Wednesday, November 22, 2006

Faith Schools

Dr Patrick Sookhdeo is a priest in the Church of England. He is of Pakistani origin and is a convert from Islam. He is an academic with several links to various research institutions. This article appeared in the London Evening Standard last September.

Once there were tens. Then there were hundreds. Now Peter Clarke, head of Scotland Yard’s Anti-Terrorist Branch, speaks of thousands of militant British Muslims, indoctrinated and radicalised in British mosques and madrassas.

This is not, primarily, because of the influence of a handful of “preachers of hate”. Islamic extremism has spread in Britain thanks to a particular brand of multiculturalism encouraged by this Government. And until ministers tackle it - especially the influence of Muslim faith schools - all their new efforts to build cohesion will come to very little.

The context goes far beyond Britain. Contemporary Islam has burst out of its colonial restraints. Once colonialism removed power, jihad and territorial control from Islam, it was left a benign force focusing on prayer and good deeds. But contemporary Islam has reverted back to early Islam, with all its theological rage against the non-Muslim world. Issues like Iraq and Afghanistan have become valves for expressing this anger and hatred against Britain and the West.

Increasingly, it is the values and culture of Islam which define the identity of British Muslims. A senior British Muslim leader has defined Muslim identity as: creed, sharia and umma.

The Islamic creed is non-negotiable. Those who do not share this creed are despised as kafir (infidels). Hatred of non-Muslims is preached in many British mosques.

Meanwhile Islamic law, sharia, is deemed by the majority of Muslims unalterable. Its medieval formulations cannot be updated. Yet it is this discriminatory law which many British Muslims wish to see enforced.

Finally the umma, the worldwide community of Muslims, is the primary focus of loyalty. It represents the political as well as the religious. Muslims have a duty to defend each other. This defensive jihad is what leads Muslims to go and fight in places such as Iraq.

It might seem paradoxical that the UK, which has granted Muslims greater freedoms than any other Western country, should be the greatest Western incubator of Islamist violence. The explanation lies not only in the radicalisation of Islam but also in the Government’s policy on multiculturalism.

There is a positive aspect to a multiculturalism where people share and enjoy each other’s cultures. But the UK’s well-meaning policy of validating every faith and ethnic community culturally, in a depoliticised way, is na├»ve when it comes to Islam. For Islam does not separate the sacred from the secular: it seeks earthly power over earthly territory. The result is that already the UK has reached the stage of parallel societies, where purely Muslim areas function in isolation.

Worse, this is about to be made semi-official. In West Ham a gigantic mosque is planned by the radical Tablighi Jamaat group. The London Thames Gateway Development Corporation says that the new mosque will make West Ham a “cultural and religious destination”. This will be nothing less than an Islamic quarter of our capital city. But has anyone asked the people of West Ham? The non-Muslims? The moderate Muslims such as Barelwis and Sufis? The Muslim women? And shouldn’t the Government be looking into why a movement claimed as inspiration by a number of convicted terrorists should be allowed to control a whole community?

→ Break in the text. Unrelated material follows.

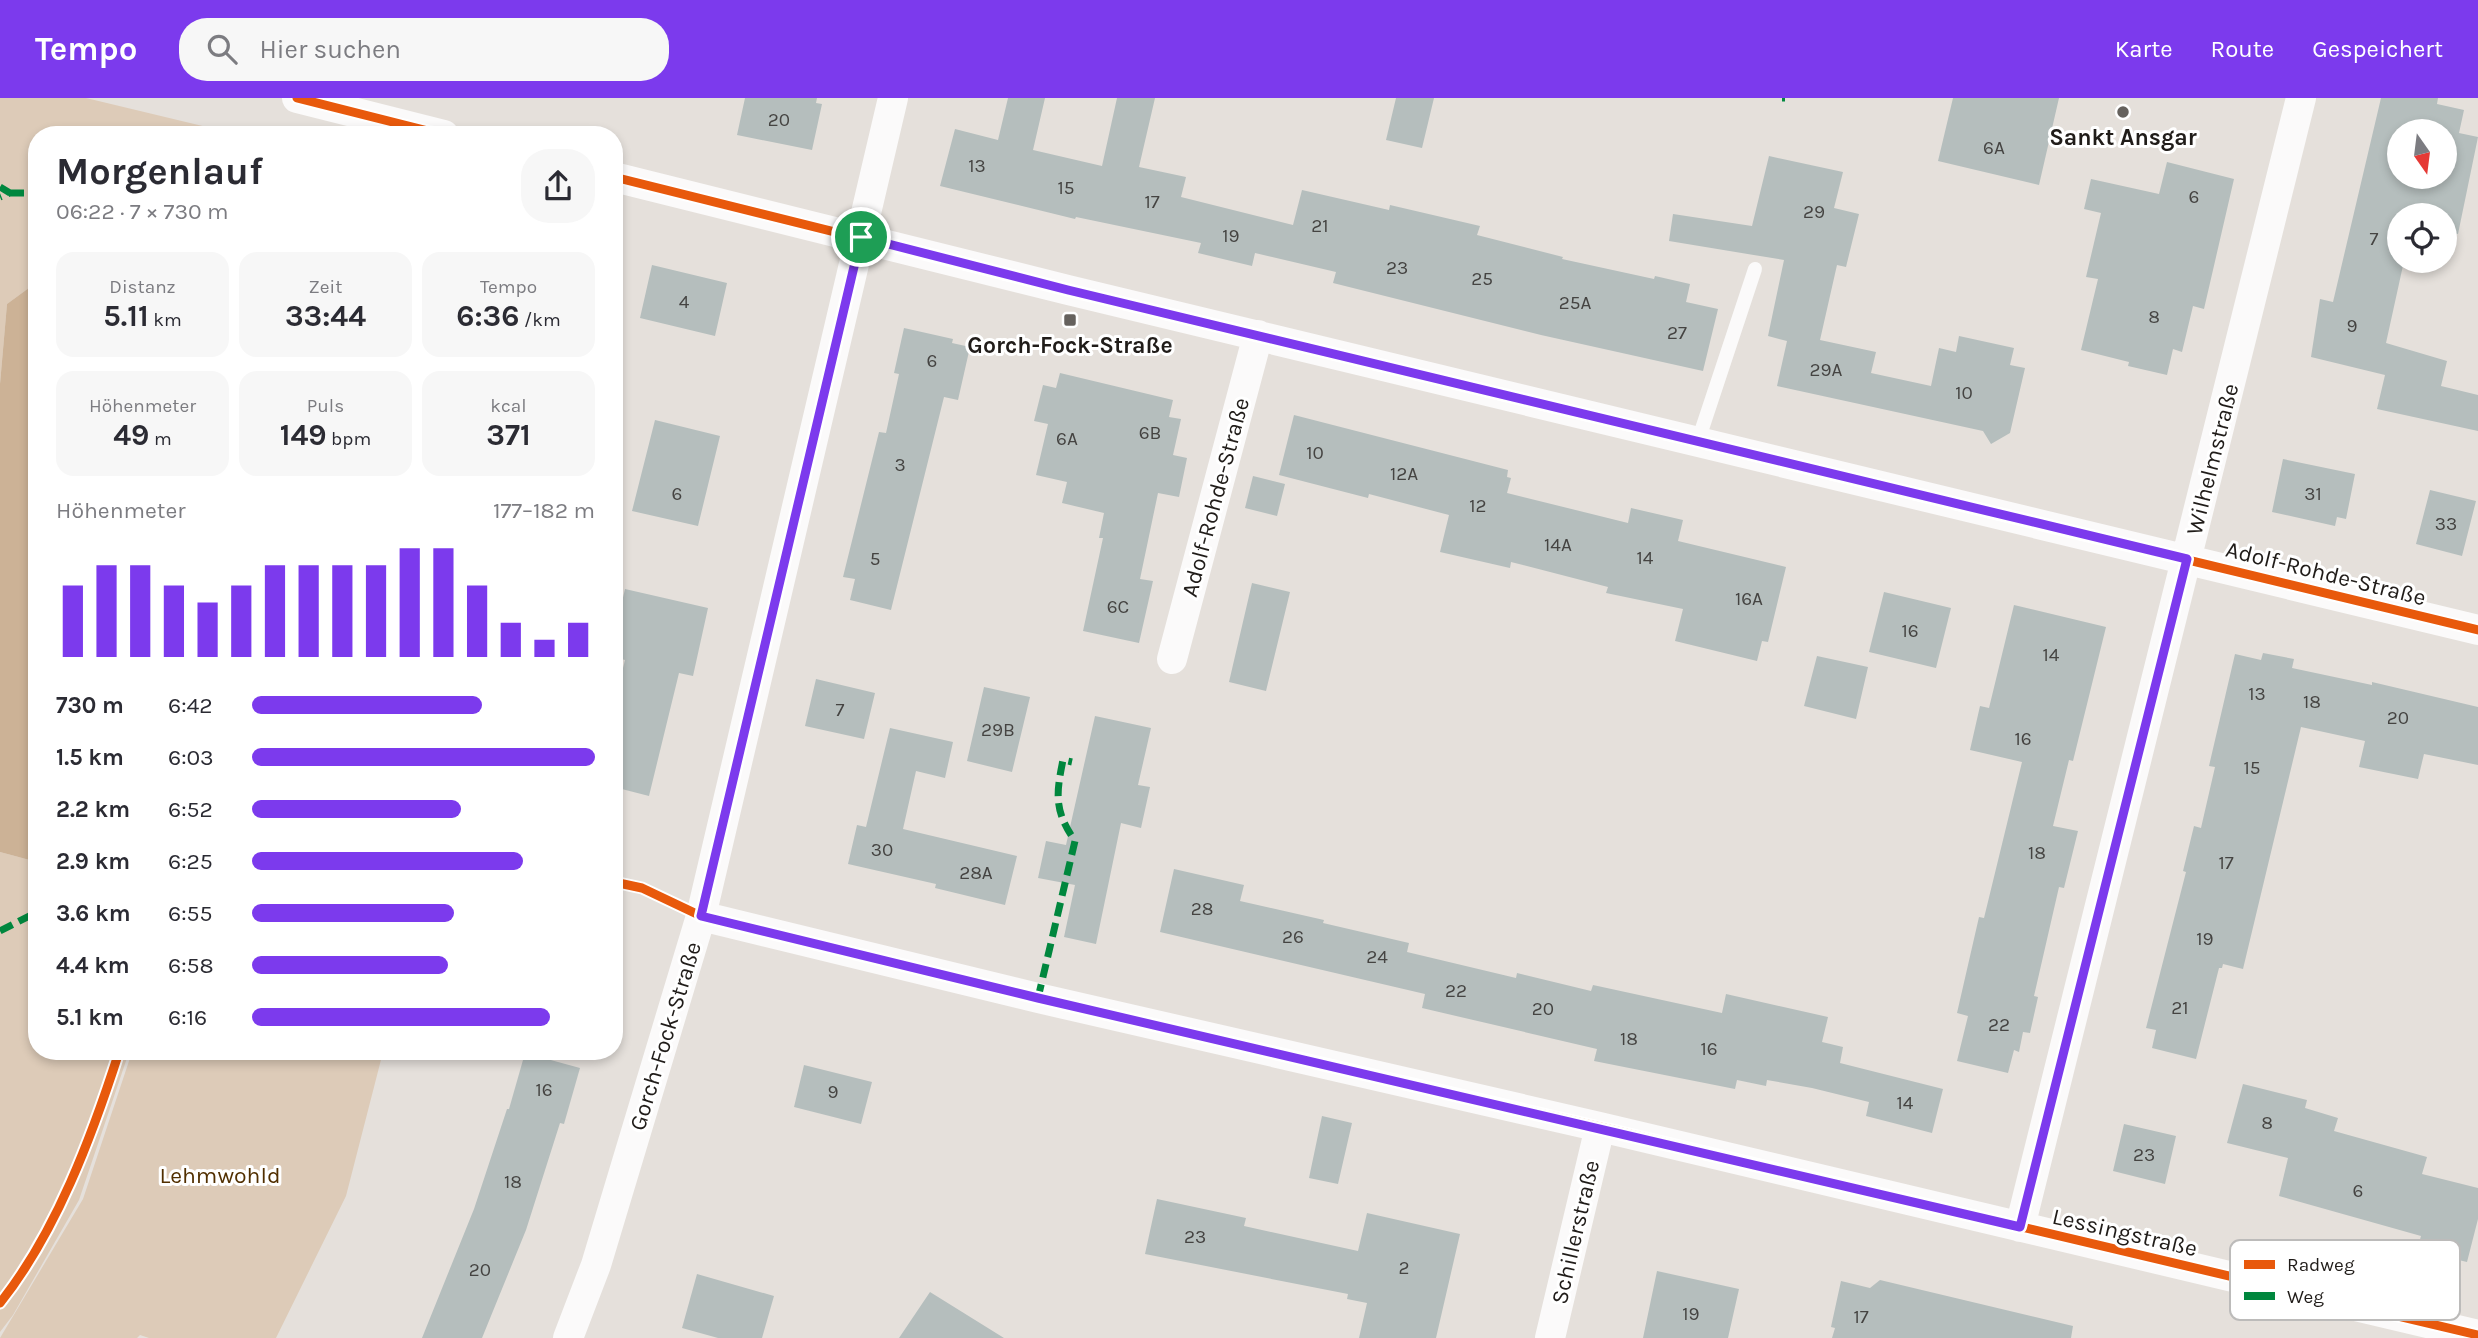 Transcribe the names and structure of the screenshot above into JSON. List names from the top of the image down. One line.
{"streets":{"street":["Wilhelmstraße","Adolf-Rohde-Straße","Gorch-Fock-Straße","Schillerstraße","Lessingstraße"]},"crossings":[["Wilhelmstraße","Adolf-Rohde-Straße"],["Wilhelmstraße","Lessingstraße"],["Adolf-Rohde-Straße","Gorch-Fock-Straße"],["Gorch-Fock-Straße","Lessingstraße"],["Schillerstraße","Lessingstraße"]],"parks":["Lehmwohld"],"places":{"other":["Sankt Ansgar"],"transit":["Gorch-Fock-Straße"]},"house_numbers":["20","6A","13","15","6","17","29","21","19","7","23","25","4","25A","8","9","27","6","29A","10","6B","6A","10","3","12A","6","31","12","33","14A","14","5","16A","6C","16","14","13","18","7","20","29B","16","15","30","18","17","28A","28","26","19","24","22","21","20","22","18","16","16","9","14","8","23","18","6","23","2","20","19","17"],"legend":["Radweg","Weg"],"north":"bottom","page":{"header":"Tempo","search":"Hier suchen","nav":["Karte","Route","Gespeichert"],"heading":["Morgenlauf","06:22 · 7 × 730 m"],"stats":[["Distanz","5.11 km"],["Zeit","33:44"],["Tempo","6:36 /km"],["Höhenmeter","49 m"],["Puls","149 bpm"],["kcal","371"]],"chart":["Höhenmeter","177–182 m"],"list":[{"name":"730 m","note":"6:42"},{"name":"1.5 km","note":"6:03"},{"name":"2.2 km","note":"6:52"},{"name":"2.9 km","note":"6:25"},{"name":"3.6 km","note":"6:55"},{"name":"4.4 km","note":"6:58"},{"name":"5.1 km","note":"6:16"}]}}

One must feel grateful for the police’s interception of terrorist plots. Yet we must tackle the root causes, rather than dealing with this threat simply by vigilance and appeasement. Giving in to the demands of Muslim extremists will not turn them into liberals loyal to the UK. They will simply want further concessions.

This is now the Government’s dilemma. With the launch of the Commission on Integration and Cohesion last month, it recognised that it must address the development of separate societies. Privately, ministers are deeply worried.

Yet at the same time the Government seems fixated on empowering an ultra-conservative Muslim leadership embodied by the Muslim Council of Britain and Muslim Association of Britain. It says sharia will never be permitted in Britain, yet it has allowed sharia-compliant mortgages, and admits that many British cities have sharia councils.

Just as important, communities minister Ruth Kelly has already excluded faith schools from the remit of her examination of integration and cohesion. Yet many Islamic schools are known to nurture values that are radically different from those of the prevailing society.

Faith schools have a long and noble tradition within the British Isles. Christian denominational schools as well as Jewish schools continue to play an important role in community cohesion. Whether Islamic schools can fill such a role is highly questionable.

Has the time come to say no to Islamic schools, whilst allowing the others to exist, even though this may seem unjust? Or should we consider a new kind of school where all children can study core subjects together in the same environment, with religious teachers - be they mullahs, rabbis or priests - instructing the children in their own faiths?

I believe Islam needs different treatment from other faiths because Islam is different from other faiths. It is the only one which teaches its followers to gain political power and then impose a law which governs every aspect of life, discriminating against women and non-believers alike. And this is ultimately why a naive multiculturalism leads not to a mosaic of cultures living in harmony, but to one threatened by Islamic extremism.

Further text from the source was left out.